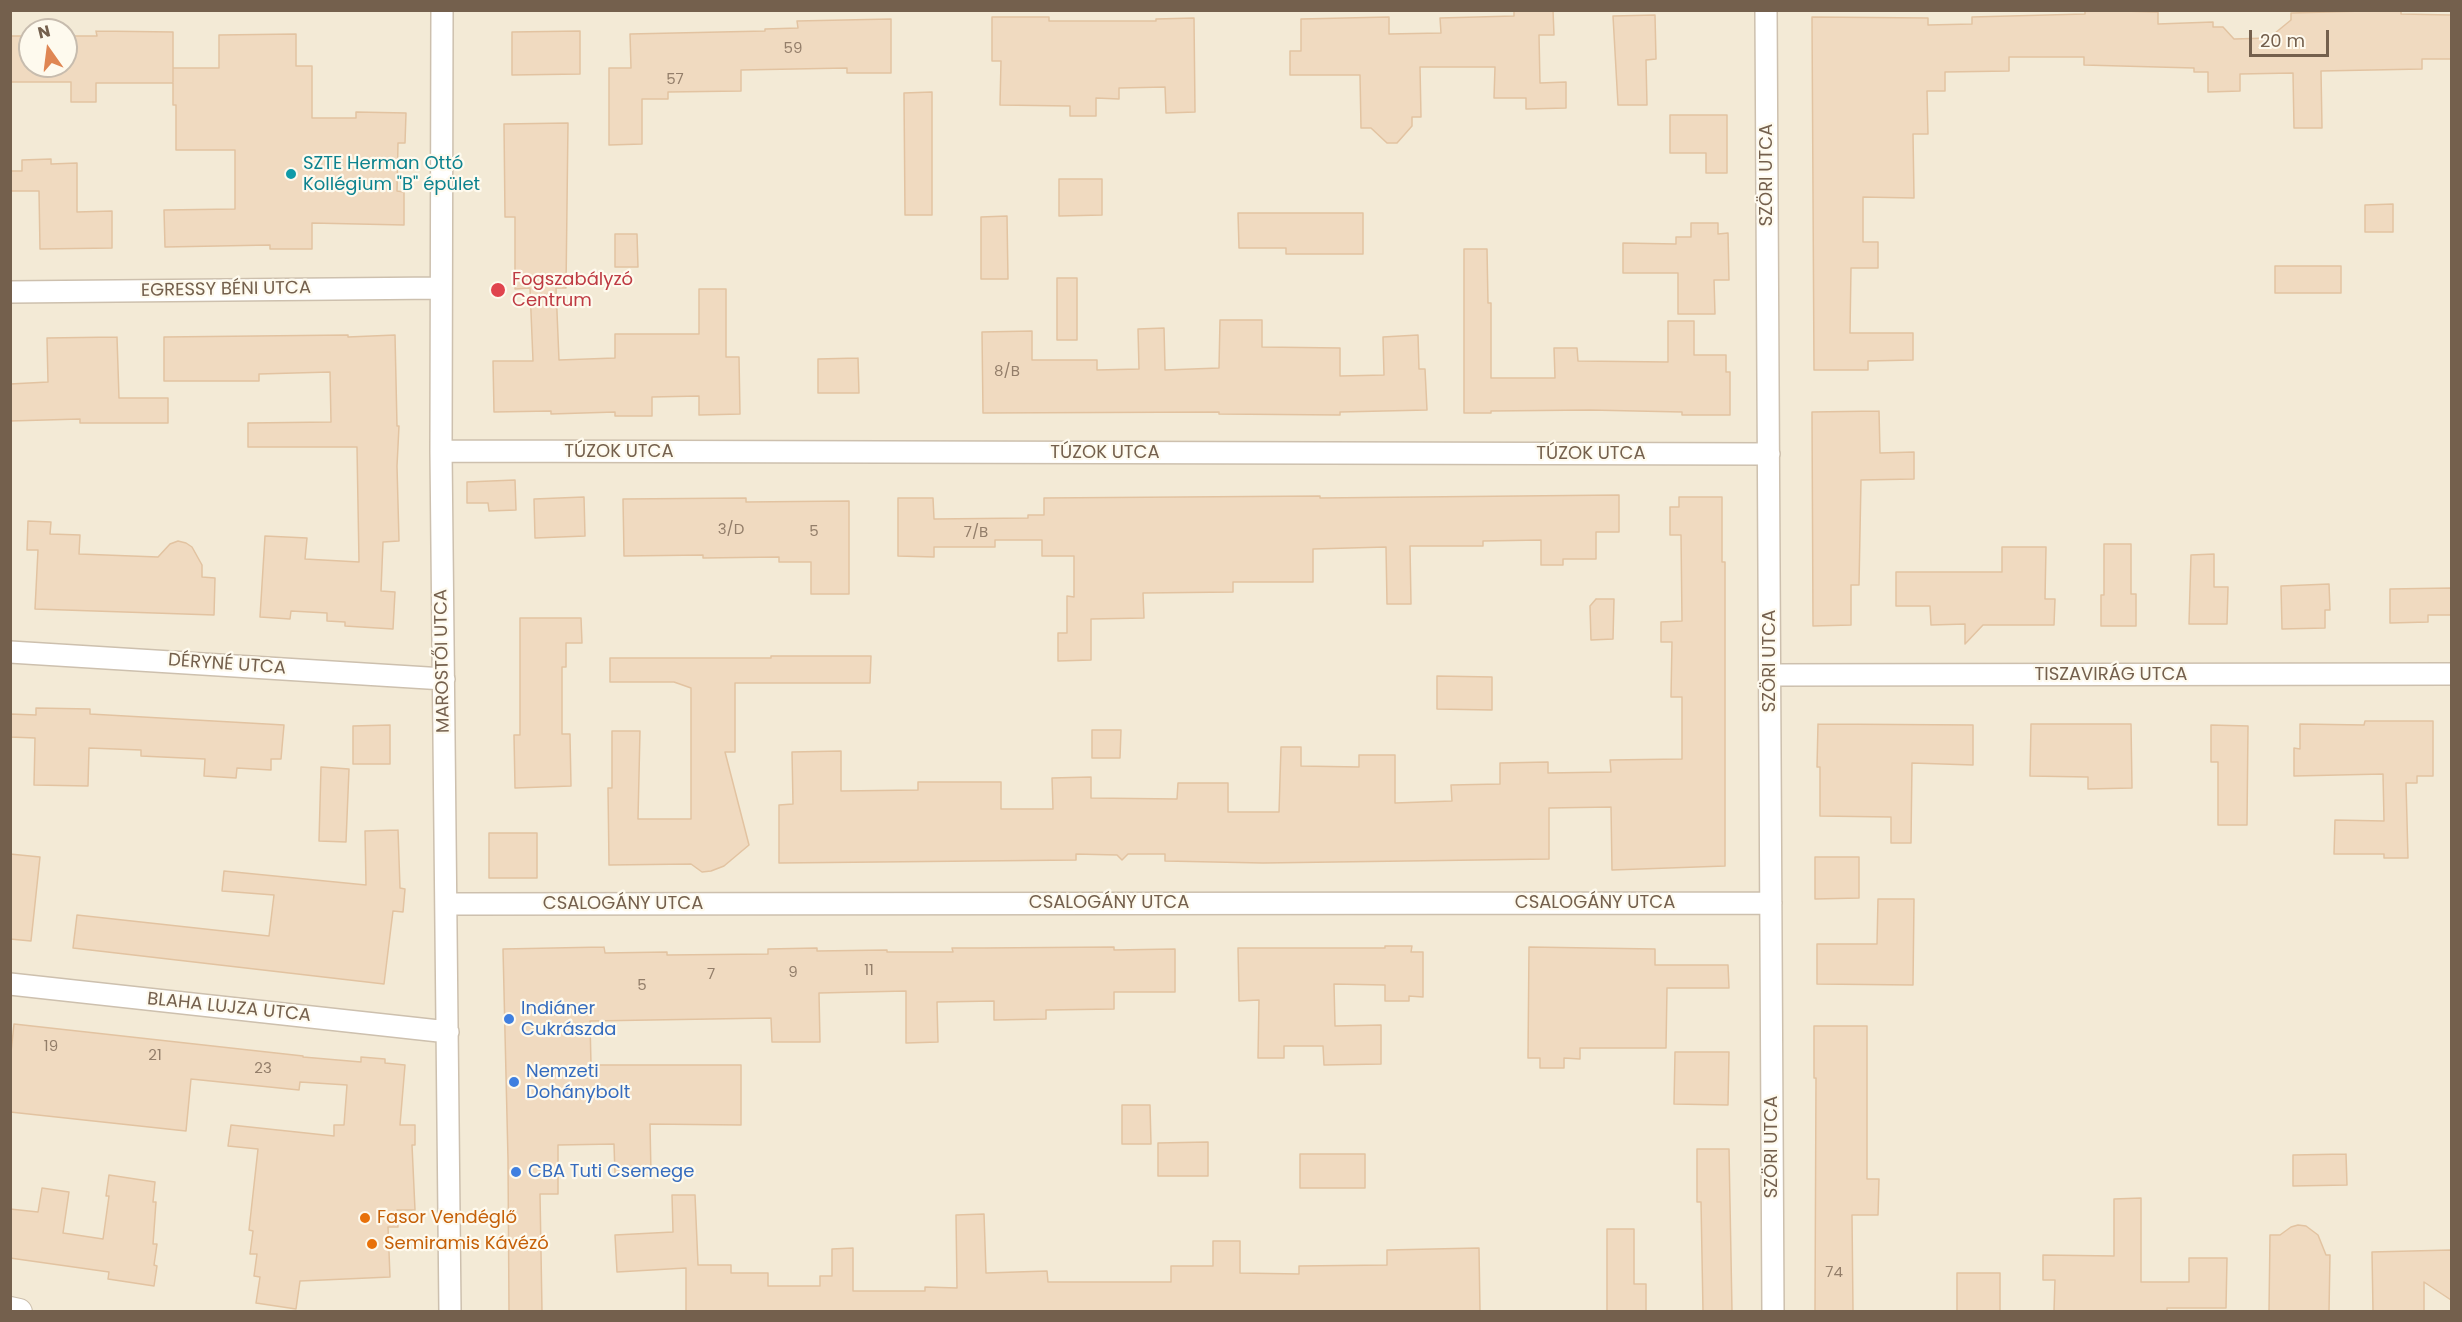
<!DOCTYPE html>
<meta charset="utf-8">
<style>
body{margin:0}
#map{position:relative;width:2462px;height:1322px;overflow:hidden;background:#fbf7e7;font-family:Poppins,sans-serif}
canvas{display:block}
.frame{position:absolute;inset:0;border:12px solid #74604d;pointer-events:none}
.north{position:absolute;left:18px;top:18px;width:60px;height:60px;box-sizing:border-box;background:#fefaee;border:2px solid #c7bcae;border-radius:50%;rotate:346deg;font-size:16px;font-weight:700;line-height:24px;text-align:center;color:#74604d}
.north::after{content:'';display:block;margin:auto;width:21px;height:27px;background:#df8653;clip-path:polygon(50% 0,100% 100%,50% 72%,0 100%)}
.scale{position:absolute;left:2249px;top:30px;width:80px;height:27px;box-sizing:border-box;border:3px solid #74604d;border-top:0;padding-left:8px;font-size:18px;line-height:21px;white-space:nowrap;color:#74604d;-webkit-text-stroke:4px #fefaee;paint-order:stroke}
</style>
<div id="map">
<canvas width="2462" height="1322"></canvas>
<div class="frame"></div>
<div class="north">N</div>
<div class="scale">20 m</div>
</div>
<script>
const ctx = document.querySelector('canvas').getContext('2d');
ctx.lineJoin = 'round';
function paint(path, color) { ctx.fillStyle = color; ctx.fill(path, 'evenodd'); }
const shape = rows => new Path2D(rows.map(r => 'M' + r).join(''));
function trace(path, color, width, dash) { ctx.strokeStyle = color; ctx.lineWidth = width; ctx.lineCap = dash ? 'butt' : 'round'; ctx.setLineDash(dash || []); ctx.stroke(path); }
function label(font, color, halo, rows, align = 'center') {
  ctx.font = font + ' Poppins,sans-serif'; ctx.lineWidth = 4.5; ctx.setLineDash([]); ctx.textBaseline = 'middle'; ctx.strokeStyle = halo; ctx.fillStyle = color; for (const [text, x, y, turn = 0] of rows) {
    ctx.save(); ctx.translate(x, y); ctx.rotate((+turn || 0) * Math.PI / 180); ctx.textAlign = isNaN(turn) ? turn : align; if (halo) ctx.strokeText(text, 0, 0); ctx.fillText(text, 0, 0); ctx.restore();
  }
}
paint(shape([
 [11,11,2451,11,2451,1311,11,1311],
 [30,30,66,30,66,66,30,66]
]), '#f3ead6');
const building = shape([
 [1514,10,1553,10,1554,35,1539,35,1540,83,1566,82,1566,108,1526,109,1526,98,1494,98,1495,67,1420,67,1421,117,1412,117,1412,126,1397,143,1387,143,1371,128,1361,128,1360,75,1290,75,1290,51,1301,51,1301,19,1389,17,1389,34,1441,33,1440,18,1514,16,1514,10],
 [2085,10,2158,12,2158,24,2213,22,2213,27,2223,27,2234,39,2269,38,2291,20,2291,13,2401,10,2401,14,2451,15,2451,59,2422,59,2422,69,2321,71,2322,128,2294,128,2293,73,2240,74,2240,91,2208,92,2208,72,2194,72,2194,68,2084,65,2084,57,2009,57,2009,71,1945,72,1945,91,1927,91,1928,134,1913,134,1914,198,1863,197,1863,242,1878,242,1878,268,1851,268,1850,333,1913,333,1913,360,1868,361,1868,370,1814,370,1812,17,1928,18,1928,25,1972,24,1972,17,2085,14,2085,10],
 [1655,15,1656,59,1646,60,1647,105,1618,105,1613,16,1655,15],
 [992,17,1049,17,1049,21,1156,21,1156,19,1194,18,1195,112,1166,113,1165,87,1119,88,1119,99,1096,98,1096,116,1070,116,1070,106,1000,105,1001,61,992,61,992,17],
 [891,19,891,73,847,73,847,68,741,70,741,91,668,92,668,99,642,99,642,144,609,145,609,68,631,68,630,34,765,31,765,29,798,28,797,21,891,19],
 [96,31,173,32,173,82,173,68,219,68,219,35,296,34,296,66,312,66,312,118,356,118,356,112,406,113,405,143,398,143,397,191,404,192,404,225,312,223,312,249,270,249,270,245,165,247,164,210,235,209,235,150,176,150,176,105,173,105,173,83,96,83,96,102,71,102,71,82,10,82,10,36,30,36,30,66,66,66,66,36,97,36,96,31],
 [580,31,580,74,512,75,512,32,580,31],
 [932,92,932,215,905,215,904,93,932,92],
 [1670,115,1727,115,1727,173,1706,173,1706,153,1670,153,1670,115],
 [568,123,566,288,556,288,559,360,615,358,615,334,699,334,699,289,726,289,726,357,739,357,740,414,699,415,699,396,652,397,652,416,615,416,615,412,551,414,551,411,494,412,493,361,533,361,530,288,515,289,515,217,505,217,504,124,568,123],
 [51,159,51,164,77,163,77,212,112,211,112,248,40,249,39,191,10,191,10,171,22,171,22,160,51,159],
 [1059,179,1102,179,1102,215,1059,216,1059,179],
 [2393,204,2393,232,2365,232,2365,205,2393,204],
 [1238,213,1363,213,1363,254,1286,254,1286,248,1239,248,1238,213],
 [1007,216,1008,279,981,279,981,217,1007,216],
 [1691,223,1718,223,1718,234,1728,233,1729,280,1714,280,1715,314,1678,314,1678,273,1623,273,1623,243,1676,244,1676,237,1691,237,1691,223],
 [615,234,637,234,638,267,615,267,615,234],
 [1464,249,1487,249,1488,303,1491,303,1491,378,1555,378,1554,348,1577,348,1578,361,1668,362,1668,321,1694,321,1694,355,1726,355,1726,372,1730,372,1730,415,1682,415,1682,412,1590,410,1491,411,1491,413,1464,413,1464,249],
 [2275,266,2341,266,2341,293,2275,293,2275,266],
 [1057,278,1077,278,1077,340,1057,340,1057,278],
 [1220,320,1262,320,1262,347,1340,348,1340,376,1384,375,1383,337,1418,335,1419,369,1425,369,1427,410,1340,412,1340,415,1219,414,1219,412,983,413,982,332,1032,331,1032,360,1097,360,1097,370,1139,369,1138,329,1164,328,1165,370,1219,368,1220,320],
 [348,335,348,337,395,335,397,426,399,426,397,466,399,541,383,542,381,591,395,592,393,629,345,626,345,622,327,621,327,613,291,611,290,619,260,617,265,536,307,538,305,559,359,562,357,447,248,447,248,423,331,422,330,372,259,374,259,381,164,381,164,337,348,335],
 [117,337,119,398,168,398,168,423,80,423,80,419,10,421,10,384,48,382,47,338,117,337],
 [858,358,859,393,818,393,818,359,858,358],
 [1879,411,1880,453,1914,452,1914,479,1861,480,1859,585,1851,585,1851,625,1813,626,1812,412,1879,411],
 [515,480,516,510,489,511,488,503,467,503,467,482,515,480],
 [1619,495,1619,532,1596,532,1596,559,1563,559,1563,565,1541,565,1541,540,1483,541,1483,546,1410,546,1411,604,1387,604,1386,547,1313,549,1313,582,1233,582,1233,592,1143,593,1144,618,1091,619,1091,660,1058,661,1058,633,1067,633,1067,596,1074,597,1074,556,1042,556,1042,540,995,540,995,547,934,547,934,557,898,556,898,498,933,498,934,519,1028,518,1028,515,1044,515,1044,498,1320,496,1320,498,1619,495],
 [584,497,585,536,535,538,534,499,584,497],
 [1679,497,1722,497,1722,562,1725,562,1725,866,1612,870,1611,807,1549,808,1549,859,1263,863,1165,861,1165,854,1128,854,1122,860,1117,855,1076,854,1076,860,779,863,779,805,793,804,792,752,841,751,841,791,918,790,918,782,1001,782,1001,809,1053,809,1052,778,1091,777,1091,798,1177,799,1178,783,1228,783,1228,812,1279,812,1281,747,1301,747,1301,766,1359,767,1359,755,1395,755,1395,803,1452,801,1451,785,1500,784,1500,763,1548,762,1548,773,1611,772,1610,760,1682,759,1682,697,1671,697,1672,642,1661,642,1661,622,1682,621,1681,535,1670,535,1670,507,1679,507,1679,497],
 [746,498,746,502,849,501,849,594,811,594,811,562,779,562,779,557,703,558,703,555,624,556,623,499,746,498],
 [28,521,51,522,50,534,80,535,79,554,158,557,170,544,178,541,186,543,192,547,202,565,202,577,215,578,214,615,35,609,38,550,27,550,28,521],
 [2104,544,2131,544,2131,594,2136,594,2136,626,2101,626,2101,595,2104,595,2104,544],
 [2002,547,2046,547,2045,599,2055,599,2054,625,1983,625,1965,644,1965,624,1931,625,1930,606,1896,606,1896,572,2002,572,2002,547],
 [2214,554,2214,587,2228,587,2227,624,2189,624,2191,555,2214,554],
 [2329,584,2330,610,2325,610,2325,628,2282,629,2281,586,2329,584],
 [2451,588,2451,615,2428,615,2428,622,2390,623,2390,589,2451,588],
 [1596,599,1614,599,1613,639,1591,640,1590,606,1596,599],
 [520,618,581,618,582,643,566,643,566,667,562,667,562,734,570,734,571,786,515,788,514,735,520,735,520,618],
 [771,656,871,656,870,683,735,683,735,752,725,752,749,845,724,866,711,871,702,872,691,864,609,865,608,788,612,788,612,731,640,731,638,819,691,819,691,688,674,682,610,682,610,658,771,658,771,656],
 [1437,676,1492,677,1492,710,1437,709,1437,676],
 [36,708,90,709,90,714,284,725,281,759,271,759,271,770,237,768,236,778,204,776,205,759,141,756,141,750,89,748,88,786,34,785,35,738,10,737,10,714,36,715,36,708],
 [2365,721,2433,721,2433,776,2417,776,2417,783,2406,783,2408,858,2384,858,2384,854,2334,854,2335,820,2384,821,2383,774,2294,776,2294,748,2300,749,2300,724,2364,725,2365,721],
 [1818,724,1973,725,1973,765,1912,763,1911,843,1891,843,1891,817,1820,816,1820,767,1817,767,1818,724],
 [2031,724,2131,724,2132,788,2088,789,2088,777,2030,776,2031,724],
 [390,725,390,764,353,764,353,726,390,725],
 [2211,725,2248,726,2247,825,2218,825,2218,762,2211,762,2211,725],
 [1092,730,1121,730,1120,758,1092,758,1092,730],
 [321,767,349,769,346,842,319,841,321,767],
 [398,830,400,888,405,889,403,912,393,911,384,984,73,948,77,915,269,936,274,895,222,891,224,871,366,885,365,831,398,830],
 [489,833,537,833,537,878,489,878,489,833],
 [10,854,40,857,31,941,10,939,10,854],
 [1815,857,1859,857,1859,898,1815,899,1815,857],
 [1878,899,1914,899,1913,985,1817,984,1817,944,1877,944,1878,899],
 [1385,946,1412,946,1411,952,1423,952,1423,997,1409,996,1409,1001,1385,1001,1385,985,1334,984,1335,1026,1381,1025,1381,1064,1324,1065,1323,1046,1284,1046,1284,1058,1258,1058,1259,1000,1239,1001,1238,948,1385,948,1385,946],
 [604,947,605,953,667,952,667,955,768,954,768,949,817,948,817,951,887,950,887,952,953,952,952,948,985,948,1114,947,1114,950,1175,949,1175,992,1114,992,1114,1009,1046,1010,1046,1019,994,1020,994,1001,937,1002,938,1042,906,1043,906,991,819,993,820,1042,772,1042,771,1018,590,1021,591,1065,741,1065,741,1125,650,1124,651,1175,615,1175,614,1144,558,1145,558,1194,540,1194,542,1311,509,1311,508,1159,503,949,604,947],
 [1529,947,1655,949,1655,965,1728,965,1729,988,1667,988,1666,1048,1580,1048,1580,1059,1564,1058,1564,1068,1540,1068,1540,1058,1528,1058,1529,947],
 [14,1024,303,1056,303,1057,361,1062,361,1057,385,1059,385,1063,405,1065,400,1125,415,1125,415,1145,412,1145,415,1210,397,1210,398,1227,388,1227,390,1277,300,1281,296,1309,256,1303,260,1277,254,1276,257,1254,250,1254,253,1231,249,1230,258,1149,228,1146,231,1125,334,1136,334,1125,344,1125,347,1085,300,1082,299,1090,191,1079,186,1131,10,1112,10,1062,14,1024],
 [1814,1026,1867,1026,1867,1179,1879,1179,1878,1215,1852,1215,1853,1311,1815,1311,1816,1078,1814,1078,1814,1026],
 [1675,1052,1729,1052,1728,1105,1674,1104,1675,1052],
 [1122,1105,1150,1105,1151,1144,1122,1144,1122,1105],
 [1208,1142,1208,1176,1158,1176,1158,1143,1208,1142],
 [1697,1149,1729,1149,1732,1311,1703,1311,1701,1202,1697,1202,1697,1149],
 [1300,1154,1365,1154,1365,1188,1300,1188,1300,1154],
 [2346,1154,2347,1185,2293,1186,2293,1155,2346,1154],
 [109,1175,155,1182,153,1202,156,1202,153,1244,157,1244,154,1265,157,1266,154,1286,108,1279,109,1272,10,1258,10,1209,38,1212,42,1188,69,1192,63,1233,103,1239,109,1196,106,1196,109,1175],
 [672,1195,695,1195,698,1265,731,1265,731,1273,768,1273,768,1286,820,1286,820,1276,832,1276,832,1249,853,1248,853,1291,925,1291,925,1287,957,1288,956,1215,984,1214,986,1273,1047,1271,1048,1282,1171,1282,1171,1266,1213,1266,1213,1241,1240,1241,1240,1273,1299,1274,1299,1266,1387,1265,1387,1250,1479,1248,1480,1311,686,1311,686,1268,617,1272,615,1235,673,1232,672,1195],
 [2141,1198,2141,1282,2189,1282,2189,1258,2227,1258,2226,1308,2167,1308,2167,1311,2054,1311,2055,1280,2043,1280,2043,1255,2114,1256,2114,1199,2141,1198],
 [2298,1225,2306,1226,2318,1235,2326,1255,2330,1255,2329,1311,2269,1311,2270,1235,2280,1235,2291,1227,2298,1225],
 [1607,1229,1634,1229,1634,1284,1646,1284,1646,1311,1607,1311,1607,1229],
 [2451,1250,2451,1300,2424,1282,2424,1311,2373,1311,2372,1252,2451,1250],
 [1957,1273,2000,1273,2000,1311,1957,1311,1957,1273]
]);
paint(building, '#f0dac0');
trace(building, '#e2c3a1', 1.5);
const minor = shape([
 [442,10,441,451,450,1312],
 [1766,10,1773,1312],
 [10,292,441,288],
 [441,451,1769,454],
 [10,652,444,679],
 [1770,675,2452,674],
 [446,904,1771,903],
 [10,984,448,1032]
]);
const tertiary = shape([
 [10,1310,19,1312]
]);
trace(minor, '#cdc0ae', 24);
trace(tertiary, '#cdc0ae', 28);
trace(minor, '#fff', 21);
trace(tertiary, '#fff', 26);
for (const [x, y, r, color] of [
 [291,174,6,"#0f9aa8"],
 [498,290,8,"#e0444e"],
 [509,1019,6,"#3f7fe0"],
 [514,1082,6,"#3f7fe0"],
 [516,1172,6,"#3f7fe0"],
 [365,1218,6,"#e8710a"],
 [372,1244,6,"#e8710a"]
]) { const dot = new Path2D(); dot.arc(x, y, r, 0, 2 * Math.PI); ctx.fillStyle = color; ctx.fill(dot); trace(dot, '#fefaee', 2); }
label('15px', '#937e6a', null, [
 ["59",793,49],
 ["57",675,80],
 ["8/B",1007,372],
 ["3/D",731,530],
 ["5",814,532],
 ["7/B",976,533],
 ["11",869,971],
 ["9",793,973],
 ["7",711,975],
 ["5",642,986],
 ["19",51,1047],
 ["21",155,1056],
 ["23",263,1069],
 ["74",1834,1273]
]);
label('18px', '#0d838f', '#fefaee', [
 ["SZTE Herman Ottó",303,164],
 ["Kollégium \"B\" épület",303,185]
], 'left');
label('18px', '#74604d', '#fefaee', [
 ["SZÖRI UTCA",1767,175,-90],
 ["EGRESSY BÉNI UTCA",226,290,-1],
 ["TÚZOK UTCA",619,452],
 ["TÚZOK UTCA",1105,453],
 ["TÚZOK UTCA",1591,454],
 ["MAROSTŐI UTCA",443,661,-91],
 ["SZÖRI UTCA",1770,661,-90],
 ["DÉRYNÉ UTCA",227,665,4],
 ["TISZAVIRÁG UTCA",2111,675],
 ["CSALOGÁNY UTCA",1109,903],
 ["CSALOGÁNY UTCA",1595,903],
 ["CSALOGÁNY UTCA",623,904],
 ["BLAHA LUJZA UTCA",229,1008,6],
 ["SZÖRI UTCA",1772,1147,-90]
]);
label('18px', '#be3a42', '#fefaee', [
 ["Fogszabályzó",512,280],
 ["Centrum",512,301]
], 'left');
label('18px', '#366cbe', '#fefaee', [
 ["Indiáner",521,1009],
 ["Cukrászda",521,1030],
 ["Nemzeti",526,1072],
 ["Dohánybolt",526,1093],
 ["CBA Tuti Csemege",528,1172]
], 'left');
label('18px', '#c56008', '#fefaee', [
 ["Fasor Vendéglő",377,1218],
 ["Semiramis Kávézó",384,1244]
], 'left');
</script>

### Work to be completed
Copy out precisely the lines from the line with "function paint(path, color)" to the line with "function label(font, color, halo, rows, align" in the material above, including those two lines and omitting all the rest.

### Completed task
function paint(path, color) { ctx.fillStyle = color; ctx.fill(path, 'evenodd'); }
const shape = rows => new Path2D(rows.map(r => 'M' + r).join(''));
function trace(path, color, width, dash) { ctx.strokeStyle = color; ctx.lineWidth = width; ctx.lineCap = dash ? 'butt' : 'round'; ctx.setLineDash(dash || []); ctx.stroke(path); }
function label(font, color, halo, rows, align = 'center') {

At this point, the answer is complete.